Definition of a Rain Gutter:

A rain gutter (also known as eaves trough, guttering or simply as a gutter) is a narrow channel, or trough, forming the component of a roof system which collects and diverts rainwater shed by the roof. In many buildings, the purpose of this diversion is to prevent water from falling off the roof edges. This uncontrolled water can cause structural damage to the outside walls and/or the foundation of a building over time. Another purpose of rain gutter is to harvest rainwater for household or garden use.

Rain gutters can be constructed from a variety of materials, including galvanized steel, painted steel, copper, painted aluminum (also known as Seamless Aluminum), PVC (and other plastics), concrete, stone and wood.

Water collected by a rain gutter is fed, usually via a downspout, into a collection system.
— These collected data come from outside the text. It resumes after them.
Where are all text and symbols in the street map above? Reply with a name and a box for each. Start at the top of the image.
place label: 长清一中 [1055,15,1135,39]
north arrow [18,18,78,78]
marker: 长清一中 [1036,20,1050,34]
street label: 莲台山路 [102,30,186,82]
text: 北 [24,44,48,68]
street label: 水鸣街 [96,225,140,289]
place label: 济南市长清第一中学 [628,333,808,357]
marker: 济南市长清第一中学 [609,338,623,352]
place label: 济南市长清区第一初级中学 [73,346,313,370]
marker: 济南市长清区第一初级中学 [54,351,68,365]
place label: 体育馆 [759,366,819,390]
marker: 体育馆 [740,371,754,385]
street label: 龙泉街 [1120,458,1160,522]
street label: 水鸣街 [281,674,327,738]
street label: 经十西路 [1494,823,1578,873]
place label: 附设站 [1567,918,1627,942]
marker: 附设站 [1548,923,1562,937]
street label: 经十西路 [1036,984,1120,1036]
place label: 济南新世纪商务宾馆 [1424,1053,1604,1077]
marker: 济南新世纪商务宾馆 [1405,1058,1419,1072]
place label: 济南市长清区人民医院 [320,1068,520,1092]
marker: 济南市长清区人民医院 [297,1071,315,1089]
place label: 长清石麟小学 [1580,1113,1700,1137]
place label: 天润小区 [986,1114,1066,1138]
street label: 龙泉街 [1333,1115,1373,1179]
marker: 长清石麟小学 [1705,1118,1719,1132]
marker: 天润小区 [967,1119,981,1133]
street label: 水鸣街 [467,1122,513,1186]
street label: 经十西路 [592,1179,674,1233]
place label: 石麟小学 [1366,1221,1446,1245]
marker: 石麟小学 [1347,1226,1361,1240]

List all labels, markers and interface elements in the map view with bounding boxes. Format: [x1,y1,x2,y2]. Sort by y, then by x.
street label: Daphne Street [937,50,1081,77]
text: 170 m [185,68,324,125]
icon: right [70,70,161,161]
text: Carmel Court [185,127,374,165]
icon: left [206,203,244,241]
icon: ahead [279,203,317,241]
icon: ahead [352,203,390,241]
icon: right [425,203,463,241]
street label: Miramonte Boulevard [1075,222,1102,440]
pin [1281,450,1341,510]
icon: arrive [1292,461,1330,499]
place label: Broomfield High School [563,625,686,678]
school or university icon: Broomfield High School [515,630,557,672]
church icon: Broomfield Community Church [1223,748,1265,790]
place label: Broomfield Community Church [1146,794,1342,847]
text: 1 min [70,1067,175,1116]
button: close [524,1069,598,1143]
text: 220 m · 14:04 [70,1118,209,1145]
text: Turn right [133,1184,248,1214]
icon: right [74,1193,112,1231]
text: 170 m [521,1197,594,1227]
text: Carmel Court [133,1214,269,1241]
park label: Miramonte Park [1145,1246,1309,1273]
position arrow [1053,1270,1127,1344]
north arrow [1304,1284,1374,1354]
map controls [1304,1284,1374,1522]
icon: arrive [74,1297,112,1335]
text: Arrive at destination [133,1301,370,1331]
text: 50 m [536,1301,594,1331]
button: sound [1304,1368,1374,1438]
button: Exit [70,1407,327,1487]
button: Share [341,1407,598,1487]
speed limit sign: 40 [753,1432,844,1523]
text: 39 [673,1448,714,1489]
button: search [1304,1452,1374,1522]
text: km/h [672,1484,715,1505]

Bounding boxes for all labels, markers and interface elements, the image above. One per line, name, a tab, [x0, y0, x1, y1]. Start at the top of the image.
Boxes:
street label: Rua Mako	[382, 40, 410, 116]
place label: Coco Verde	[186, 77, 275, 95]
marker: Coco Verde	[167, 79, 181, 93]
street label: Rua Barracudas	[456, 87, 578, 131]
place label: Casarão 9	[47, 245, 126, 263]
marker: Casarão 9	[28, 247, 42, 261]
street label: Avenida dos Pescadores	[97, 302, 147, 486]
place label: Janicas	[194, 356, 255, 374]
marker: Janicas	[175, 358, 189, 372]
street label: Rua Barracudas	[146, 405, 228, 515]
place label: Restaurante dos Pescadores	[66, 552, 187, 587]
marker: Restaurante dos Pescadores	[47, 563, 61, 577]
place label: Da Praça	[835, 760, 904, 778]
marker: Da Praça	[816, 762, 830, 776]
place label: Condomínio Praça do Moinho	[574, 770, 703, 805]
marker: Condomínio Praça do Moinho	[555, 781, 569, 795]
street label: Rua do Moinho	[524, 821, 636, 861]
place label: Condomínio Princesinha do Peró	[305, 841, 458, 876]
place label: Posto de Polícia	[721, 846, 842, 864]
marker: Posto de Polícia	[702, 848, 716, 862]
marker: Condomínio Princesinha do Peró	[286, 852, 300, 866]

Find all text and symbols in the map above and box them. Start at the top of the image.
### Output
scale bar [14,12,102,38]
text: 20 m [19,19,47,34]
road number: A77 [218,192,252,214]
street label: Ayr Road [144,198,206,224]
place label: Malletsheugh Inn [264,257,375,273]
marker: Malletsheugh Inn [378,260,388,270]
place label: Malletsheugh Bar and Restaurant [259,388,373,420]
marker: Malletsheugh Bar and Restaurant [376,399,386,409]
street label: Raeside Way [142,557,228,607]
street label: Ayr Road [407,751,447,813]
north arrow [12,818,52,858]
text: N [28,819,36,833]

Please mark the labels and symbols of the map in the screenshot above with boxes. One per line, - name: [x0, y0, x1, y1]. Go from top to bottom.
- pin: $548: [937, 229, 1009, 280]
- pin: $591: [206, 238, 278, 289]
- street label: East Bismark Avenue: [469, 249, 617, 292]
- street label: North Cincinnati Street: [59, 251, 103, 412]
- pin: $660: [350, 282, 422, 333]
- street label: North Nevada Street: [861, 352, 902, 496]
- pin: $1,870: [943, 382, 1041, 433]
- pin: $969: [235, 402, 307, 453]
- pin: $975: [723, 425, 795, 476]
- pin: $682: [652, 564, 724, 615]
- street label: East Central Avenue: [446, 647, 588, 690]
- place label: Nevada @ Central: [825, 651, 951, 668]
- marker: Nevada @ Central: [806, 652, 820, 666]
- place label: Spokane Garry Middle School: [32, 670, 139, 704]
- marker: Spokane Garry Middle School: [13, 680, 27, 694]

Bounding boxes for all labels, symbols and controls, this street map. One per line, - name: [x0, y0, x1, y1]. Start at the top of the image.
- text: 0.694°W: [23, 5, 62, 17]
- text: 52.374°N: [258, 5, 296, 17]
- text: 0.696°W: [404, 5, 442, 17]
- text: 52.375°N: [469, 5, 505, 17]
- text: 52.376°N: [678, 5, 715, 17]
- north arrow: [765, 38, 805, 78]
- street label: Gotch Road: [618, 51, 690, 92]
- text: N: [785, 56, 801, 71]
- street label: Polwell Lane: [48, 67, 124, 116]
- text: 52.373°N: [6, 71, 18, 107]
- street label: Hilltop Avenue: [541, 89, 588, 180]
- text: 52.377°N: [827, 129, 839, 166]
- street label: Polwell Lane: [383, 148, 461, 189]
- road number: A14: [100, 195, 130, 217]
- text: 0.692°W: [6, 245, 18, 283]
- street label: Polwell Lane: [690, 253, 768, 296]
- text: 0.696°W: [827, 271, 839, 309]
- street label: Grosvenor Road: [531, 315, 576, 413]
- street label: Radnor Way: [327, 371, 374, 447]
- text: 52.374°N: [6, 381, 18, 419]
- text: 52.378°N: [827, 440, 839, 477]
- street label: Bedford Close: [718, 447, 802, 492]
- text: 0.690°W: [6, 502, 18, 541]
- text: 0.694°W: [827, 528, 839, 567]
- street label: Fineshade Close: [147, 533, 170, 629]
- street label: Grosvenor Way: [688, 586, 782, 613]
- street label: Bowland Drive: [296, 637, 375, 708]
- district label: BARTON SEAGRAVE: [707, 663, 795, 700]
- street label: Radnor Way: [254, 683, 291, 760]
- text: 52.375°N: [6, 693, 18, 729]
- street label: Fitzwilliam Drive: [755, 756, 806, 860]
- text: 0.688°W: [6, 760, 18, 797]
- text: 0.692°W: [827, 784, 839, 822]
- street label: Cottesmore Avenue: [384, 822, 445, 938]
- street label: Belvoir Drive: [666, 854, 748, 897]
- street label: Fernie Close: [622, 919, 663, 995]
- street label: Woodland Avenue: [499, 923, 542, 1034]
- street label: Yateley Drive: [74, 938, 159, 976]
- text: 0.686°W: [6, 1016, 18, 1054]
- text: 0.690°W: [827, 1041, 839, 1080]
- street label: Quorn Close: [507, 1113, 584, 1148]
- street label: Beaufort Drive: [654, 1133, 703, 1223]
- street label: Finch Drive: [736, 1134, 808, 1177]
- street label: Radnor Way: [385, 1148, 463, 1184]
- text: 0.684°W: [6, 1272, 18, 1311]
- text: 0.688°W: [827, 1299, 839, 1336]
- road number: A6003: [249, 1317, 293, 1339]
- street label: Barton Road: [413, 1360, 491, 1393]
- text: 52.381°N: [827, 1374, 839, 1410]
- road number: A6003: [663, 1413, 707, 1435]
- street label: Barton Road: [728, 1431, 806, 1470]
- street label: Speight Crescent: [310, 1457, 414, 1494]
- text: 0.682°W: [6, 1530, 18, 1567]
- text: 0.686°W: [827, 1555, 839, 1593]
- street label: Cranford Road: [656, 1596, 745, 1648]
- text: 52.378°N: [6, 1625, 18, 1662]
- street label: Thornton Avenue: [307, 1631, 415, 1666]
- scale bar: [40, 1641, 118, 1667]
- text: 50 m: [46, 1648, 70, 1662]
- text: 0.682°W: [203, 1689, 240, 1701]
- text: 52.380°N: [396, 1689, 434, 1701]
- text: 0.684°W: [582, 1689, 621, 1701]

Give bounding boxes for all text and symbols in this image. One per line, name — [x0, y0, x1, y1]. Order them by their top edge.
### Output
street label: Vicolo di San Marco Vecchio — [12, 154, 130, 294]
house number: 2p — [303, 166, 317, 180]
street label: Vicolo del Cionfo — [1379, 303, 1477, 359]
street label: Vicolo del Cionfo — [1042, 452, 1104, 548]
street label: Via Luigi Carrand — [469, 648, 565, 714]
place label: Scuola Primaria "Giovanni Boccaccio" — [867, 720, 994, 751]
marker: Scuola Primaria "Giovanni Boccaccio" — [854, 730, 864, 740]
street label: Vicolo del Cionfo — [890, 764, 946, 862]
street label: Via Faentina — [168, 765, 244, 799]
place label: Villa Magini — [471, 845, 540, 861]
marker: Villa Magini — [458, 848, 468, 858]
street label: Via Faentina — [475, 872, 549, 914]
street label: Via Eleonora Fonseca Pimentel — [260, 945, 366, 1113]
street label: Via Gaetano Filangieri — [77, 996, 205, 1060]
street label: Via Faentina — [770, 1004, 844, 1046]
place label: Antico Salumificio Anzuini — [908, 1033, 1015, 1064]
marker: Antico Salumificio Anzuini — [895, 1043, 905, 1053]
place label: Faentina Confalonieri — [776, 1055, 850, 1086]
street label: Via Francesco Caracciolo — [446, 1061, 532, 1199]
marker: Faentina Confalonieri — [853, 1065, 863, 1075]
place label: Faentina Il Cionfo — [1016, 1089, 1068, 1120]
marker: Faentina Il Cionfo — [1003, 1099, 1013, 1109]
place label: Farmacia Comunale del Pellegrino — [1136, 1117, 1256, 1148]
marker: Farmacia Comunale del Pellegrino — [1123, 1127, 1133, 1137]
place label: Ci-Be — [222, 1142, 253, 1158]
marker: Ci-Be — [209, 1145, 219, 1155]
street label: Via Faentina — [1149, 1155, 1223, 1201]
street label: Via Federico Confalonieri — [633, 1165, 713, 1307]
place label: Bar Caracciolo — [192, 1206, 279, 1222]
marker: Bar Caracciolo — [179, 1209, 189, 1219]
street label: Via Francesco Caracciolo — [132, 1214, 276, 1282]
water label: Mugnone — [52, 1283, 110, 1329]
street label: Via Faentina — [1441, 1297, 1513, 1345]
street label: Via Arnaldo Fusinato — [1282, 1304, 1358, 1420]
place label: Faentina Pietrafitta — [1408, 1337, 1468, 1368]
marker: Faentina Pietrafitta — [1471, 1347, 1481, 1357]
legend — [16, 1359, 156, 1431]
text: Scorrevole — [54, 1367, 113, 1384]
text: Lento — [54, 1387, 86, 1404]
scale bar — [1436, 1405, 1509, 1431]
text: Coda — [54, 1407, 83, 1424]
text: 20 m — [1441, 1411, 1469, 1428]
A collection system can be a rainwater tank, a storm water main, or a sewer main (depending upon local codes). In some locations where collection to a main is not feasible, the water is dispersed into a storm water pit or cistern.

Different styles of gutter are available to suit the design of the roof and house. Exterior rain gutters are available in a variety of profiles to suit the appearance of the building. Exterior rain gutter is fixed to the fascia board, which in turn is fixed to the ends of the rafters. A fascia gutter incorporates a rain gutter with a fascia. A box gutter is a deep gutter, which is concealed within the structure of the roof. A box gutter is usually applied when the rainwater is to be collected from points within the boundary walls of the building. Water collected by a box gutter is fed to the down-pipe via a rain head.

One of the most popular forms of rain gutter is "Seamless". This is a method by which long lengths of gutter can be made on site and therefore avoiding seaming of sectional gutters. Seamless gutters are available in a variety of metals, shapes, sizes, and finishes.

Rain gutters can be equipped with gutter screens, louvers or solid hoods to allow water from the roof to flow through, but block leaves and other debris from entering and building up in the gutter.

Rain gutters can have their drains directed to rain collection systems that allows the saving of the rain water for use later, or into an underground pipe system the leads to the street or other collection areas.

A possible origin of the word "gutter" can be traced to the Latin word gutta, which means drop or droplet.

Below is a comprehensive list of common industry terms associated with Rain Gutters and Rain Gutter Protection.

Apron Flashing: A horizontal flashing installed where the top end of a roof slope meets a vertical projection, such as a chimney or parapet wall.

Barge: A finishing at the gable end of a roof, fixed parallel to the roof slope.

BMT: Base metal thickness.

Box Gutter: A gutter not at an eave, typically at the base of two opposing roof slopes.

Bid: A formal offer by a contractor, in accordance with specifications for a project, to do all or a phase of the work at a certain price in accordance with the terms and conditions stated in the offer.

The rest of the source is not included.